“Publications of questionable scientific value:” A scientist models a potential prom date

Barry Cottonfield

Eve Armstrong had an important question: How would things have turned out if she had summoned the nerve to ask a certain Barry Cottonfield to her high school’s junior prom in 1997?

Cottonfield, for those readers unfamiliar, “was a brash, unprincipled individual (private communications 1983-1998; Lunch Ladies’ Assoc. v. Cottonfield 1995) with slightly below-average learning capabilities (Consolidated Report Cards: 1986-1998), and with a reputation among the local police force for an alleged – yet unprovable – association with the serial disappearance of various neighbors’ cats.”
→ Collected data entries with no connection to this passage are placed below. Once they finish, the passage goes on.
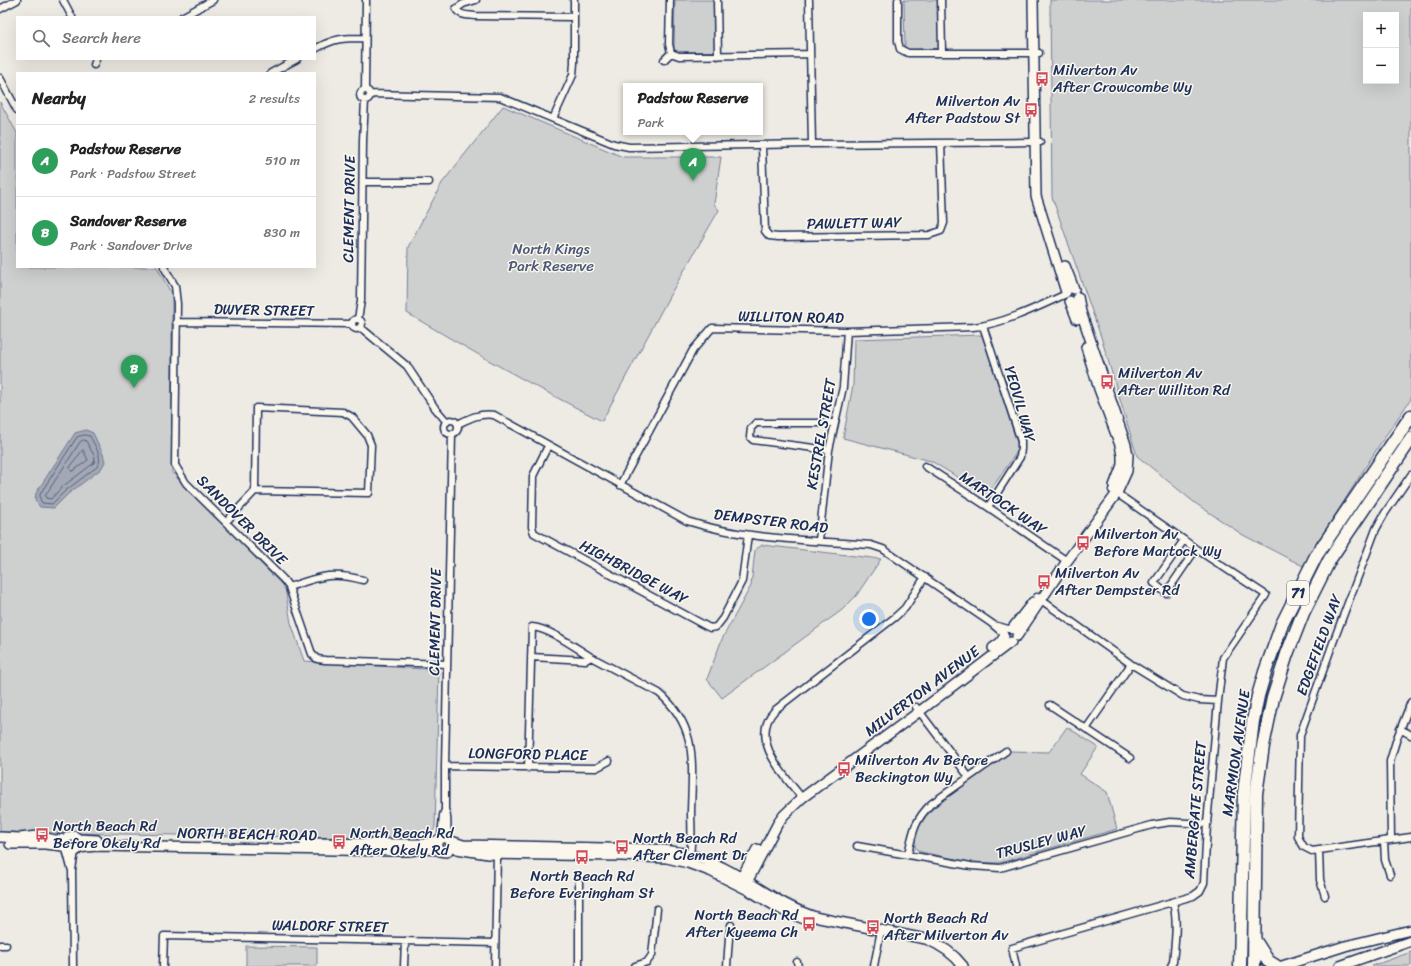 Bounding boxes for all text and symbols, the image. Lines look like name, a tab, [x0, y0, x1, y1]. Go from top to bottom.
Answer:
map controls	[1363, 12, 1399, 84]
button: +	[1363, 12, 1399, 48]
search box	[16, 16, 316, 60]
text: Search here	[62, 25, 141, 51]
icon: search	[30, 27, 52, 49]
button: −	[1363, 48, 1399, 84]
place label: Milverton Av After Crowcombe Wy	[1052, 57, 1192, 100]
bus stop icon: Milverton Av After Crowcombe Wy	[1034, 71, 1050, 87]
text: Nearby	[32, 83, 86, 113]
popup	[623, 83, 763, 135]
text: Padstow Reserve	[637, 85, 749, 111]
text: 2 results	[249, 87, 300, 110]
place label: Milverton Av After Padstow St	[904, 88, 1021, 131]
bus stop icon: Milverton Av After Padstow St	[1023, 102, 1039, 118]
text: Park	[637, 111, 664, 134]
text: Padstow Reserve	[70, 136, 181, 162]
pin: A	[680, 148, 706, 181]
text: A	[41, 149, 49, 172]
text: 510 m	[265, 149, 300, 172]
street label: CLEMENT DRIVE	[335, 153, 363, 263]
text: Park · Padstow Street	[70, 162, 196, 185]
text: Sandover Reserve	[70, 208, 187, 234]
street label: PAWLETT WAY	[806, 209, 903, 237]
text: B	[41, 221, 49, 244]
text: 830 m	[263, 221, 300, 244]
text: Park · Sandover Drive	[70, 234, 193, 257]
park label: North Kings Park Reserve	[508, 236, 594, 279]
street label: DWYER STREET	[214, 296, 315, 324]
street label: WILLITON ROAD	[738, 303, 844, 331]
pin: B	[121, 355, 147, 388]
place label: Milverton Av After Williton Rd	[1117, 360, 1231, 403]
street label: YEOVIL WAY	[997, 363, 1044, 446]
bus stop icon: Milverton Av After Williton Rd	[1099, 374, 1115, 390]
street label: KESTREL STREET	[798, 375, 844, 491]
street label: MARTOCK WAY	[954, 464, 1053, 543]
street label: SANDOVER DRIVE	[190, 468, 295, 573]
street label: DEMPSTER ROAD	[712, 501, 830, 541]
place label: Milverton Av Before Martock Wy	[1094, 521, 1222, 564]
street label: HIGHBRIDGE WAY	[575, 532, 694, 612]
bus stop icon: Milverton Av Before Martock Wy	[1075, 535, 1091, 551]
place label: Milverton Av After Dempster Rd	[1054, 560, 1180, 603]
street label: CLEMENT DRIVE	[421, 566, 449, 676]
bus stop icon: Milverton Av After Dempster Rd	[1036, 574, 1052, 590]
road number: 71	[1287, 581, 1309, 605]
street label: EDGEFIELD WAY	[1289, 589, 1350, 699]
your location	[859, 609, 879, 629]
street label: MILVERTON AVENUE	[859, 638, 987, 743]
street label: MARMION AVENUE	[1214, 686, 1258, 818]
street label: AMBERGATE STREET	[1176, 739, 1214, 881]
street label: LONGFORD PLACE	[468, 740, 590, 768]
place label: Milverton Av Before Beckington Wy	[855, 747, 988, 790]
bus stop icon: Milverton Av Before Beckington Wy	[836, 761, 852, 777]
place label: North Beach Rd Before Okely Rd	[53, 813, 161, 856]
street label: TRUSLEY WAY	[993, 817, 1091, 867]
street label: NORTH BEACH ROAD	[177, 820, 317, 848]
place label: North Beach Rd After Okely Rd	[349, 820, 455, 863]
place label: North Beach Rd After Clement Dr	[632, 825, 748, 868]
bus stop icon: North Beach Rd Before Okely Rd	[34, 827, 50, 843]
bus stop icon: North Beach Rd After Okely Rd	[331, 834, 347, 850]
bus stop icon: North Beach Rd After Clement Dr	[614, 839, 630, 855]
bus stop icon: North Beach Rd Before Everingham St	[574, 849, 590, 865]
place label: North Beach Rd Before Everingham St	[510, 863, 655, 906]
place label: North Beach Rd After Kyeema Ch	[685, 902, 799, 945]
place label: North Beach Rd After Milverton Av	[883, 905, 1009, 948]
street label: WALDORF STREET	[272, 912, 390, 940]
bus stop icon: North Beach Rd After Kyeema Ch	[801, 916, 817, 932]
bus stop icon: North Beach Rd After Milverton Av	[865, 919, 881, 935]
And Armstrong, a postdoc at the BioCircuits Institute at the University of California, San Diego, knew exactly how to answer her question: Use a neural network to, among other things, “examine the nonsensical decision-making strategies that emerge in Barry at times when he has recently engaged in a fight with his annoying kid sister Janice.” So she did, and posted a preprint on arXiv this week describing her results, titled, appropriately, “A Neural Networks Approach to Predicting How Things Might Have Turned Out Had I Mustered the Nerve to Ask Barry Cottonfield to the Junior Prom Back in 1997.”

Armstrong was gracious enough to answer a few questions about this groundbreaking work on the day listed on its cover page, April 1, 2017.

Retraction Watch (RW): Did you seek institutional review board (IRB) approval for this study? It does, after all, involve human subjects that could come to harm if they read it.

Eve Armstrong (EA): I did. They waived the requirement, citing two reasons.  First, the likelihood was negligible that the proposed experimental design would put Barry under physical or emotional duress.  Second, given that Barry was designed as feed-forward only, he wouldn’t remember any duress anyway.  On a related note, the division of the IRB concerned with animal subjects communicated my description of Barry to the ASPCA, who queried me regarding those four missing cats.  They won’t get off my back about it. As if I knew anything.

Janice Cottonfield

RW: Speaking of those human subjects, do you know what Janice was using in her hair in 1997? Are you sure that was actually from 1997, and not 1987? We couldn’t find any reference to hair products in the Materials and Methods section.

EA: Good question.  According to Barry, and to a number of girls who participated in slumber parties with Janice throughout grade school, Janice was uncannily au naturale.  She just woke up that way.  And so long as she didn’t brush or wash it, it just stayed.  (Her mom liked to blame the industrial polymers she claimed were present in the microwaveable plastic bowls she used while she was pregnant and too tired to cook with the stove.)  I do agree with you that the effect is more 1980’s-esque.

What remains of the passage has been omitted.